A multi-species, leader follower grazing system has recently been implemented here at the Permaculture Research Institute (PRI). Multi-species grazing has been shown to improve pasture quality, control weed growth, and enhance pasture utilization (getting the most out of every blade of grass). All of these are achieved while increasing the carrying capacity, enabling more animals to thrive off the same plot of land, continuing the cycle of land restoration. This style has been added into the already productive rotational grazing system currently thriving at PRI. The rotational method was originally employed to prevent a common problem for most farmers known as overgrazing while maintaining the property. The overgrazing of animals is one of the biggest challenges we face in animal agriculture.
Overgrazing can be caused by the overstocking of animals, too many, or under-stocking, too few. Overstocking usually extracts too much from the land and prevents proper regeneration of pasture before the feeding animals return. Under-stocking works differently, and takes a longer period of time generally. The process is pretty simple, the grazing animal eats its favorite food for as long as it can. If too few animals are on a paddock, only the favorite food will be consumed until ultimately it is reduced to a insignificant portion of the pasture. As nature does, this favorite is replaced by a less appealing plant based on selection pressure from the cows, sheep, goats, whatever your animal may be. Eventually the plants not eaten by the grazing animal will be the only ones left. The pasture diversity and health have now been significantly reduced without ever being consumed at an extravagant rate. A very easy way to avoid the understocked problem is to finish mow an area whenever the grazing period has ended. Overgrazing can and will ultimately lead to desertification as the end result of continual land degradation. This all too common problem can be avoided simply by the proper management of animal systems.
The term Multi-species is self explanatory, but a leader follower system usually means that the leader species has a higher nutrient requirement than the follower. Therefore, to effectively implement this system, the nutritional requirements of the animals involved must be evaluated. Then a plan starting from the species with the highest nutrient demands down to the species with the lowest can be successionally put in place to capture the most energy from your pastures while getting it to the appropriate animal. The highest quality pasture is the tip of each blade of grass. According to the “first bite” theory, cows will naturally select the best available pasture as their primary food source within a paddock and then move on to the secondary only when necessary. To figure out how long a pasture can sustain your herd, multiply the average weight by the total number and “Daily utilization rate”. A 3-4% daily utilization rate is commonly calculated from agriculture studies and is based on a 2.5 % forage intake, and a 0.5% trampling loss. The range comes from whether of not specific studies included a 1% buffer. (Blanchet et al., 2003). Your pasture should roughly support one hundred pounds per inch per acre. This allows for easy approximations followed by keen observations.
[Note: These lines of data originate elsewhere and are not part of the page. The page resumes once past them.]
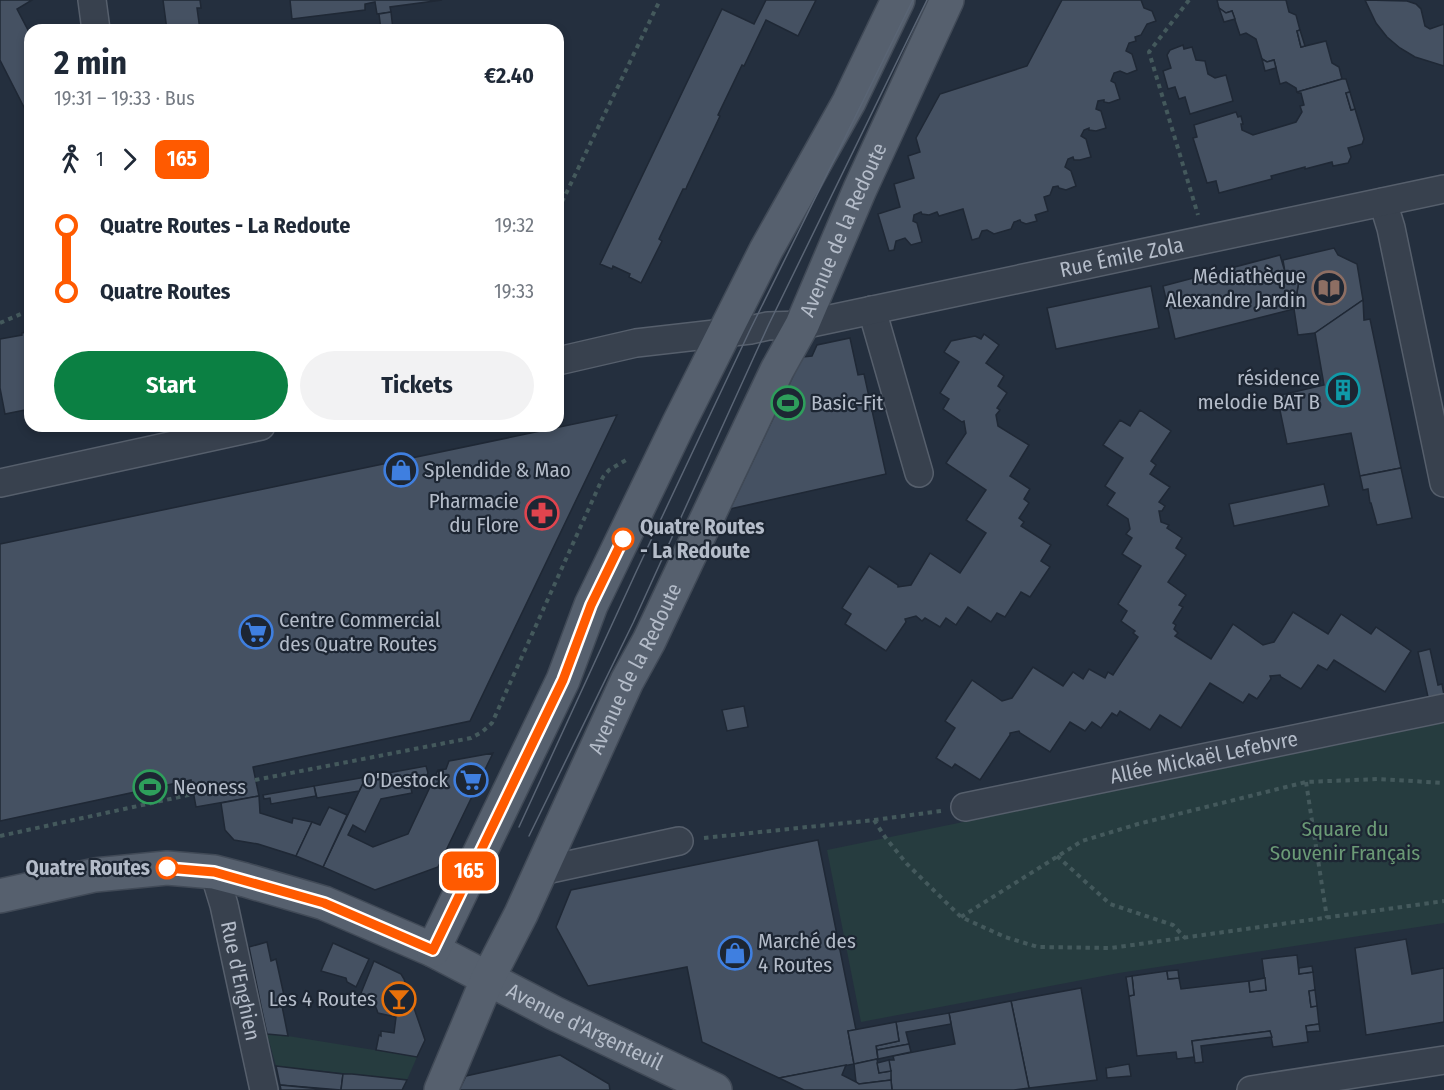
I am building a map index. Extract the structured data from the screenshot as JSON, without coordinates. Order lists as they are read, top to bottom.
{
  "streets": {
    "main road": ["Avenue de la Redoute", "Avenue d'Argenteuil"],
    "street": ["Rue Émile Zola", "Allée Mickaël Lefebvre", "Rue d'Enghien"]
  },
  "crossings": [
    ["Avenue de la Redoute", "Rue Émile Zola"],
    ["Avenue de la Redoute", "Avenue d'Argenteuil"],
    ["Rue d'Enghien", "Avenue d'Argenteuil"]
  ],
  "parks": ["Square du Souvenir Français"],
  "places": {
    "library": ["Médiathèque Alexandre Jardin"],
    "building": ["résidence melodie BAT B"],
    "sports": ["Basic-Fit", "Neoness"],
    "shop": ["Splendide & Mao", "Marché des 4 Routes"],
    "pharmacy": ["Pharmacie du Flore"],
    "other": ["Quatre Routes - La Redoute", "Quatre Routes"],
    "supermarket": ["Centre Commercial des Quatre Routes", "O'Destock"],
    "bar": ["Les 4 Routes"]
  },
  "lines": ["bus line 165"],
  "page": {
    "on_map": "165",
    "heading": ["2 min", "19:31 – 19:33 · Bus", "€2.40"],
    "legs": ["1", "165"],
    "list": [
      {
        "name": "Quatre Routes - La Redoute",
        "value": "19:32"
      },
      {
        "name": "Quatre Routes",
        "value": "19:33"
      }
    ],
    "buttons": ["Start", "Tickets"]
  }
}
Pastures that support multiple species and are properly rotated will yield higher total animal mass per consumed pasture than unrestricted grazing. Single species will not be as “productive” in weight gain, but in total, your animal population will prosper. Rotational multi-species grazing has many positive aspects. “Dairy cows in early lactation, produced the same amount of milk as cows that remained indoors until, with a lower fat content (38.6 versus 41.6 g kg-1) and higher protein content (33.6 versus 30.7 g kg-1). The improvement is attributed to a higher total dry matter intake, energy and protein intake provided by excellent grass utilization conditions,” (Kennedy et al. 2005).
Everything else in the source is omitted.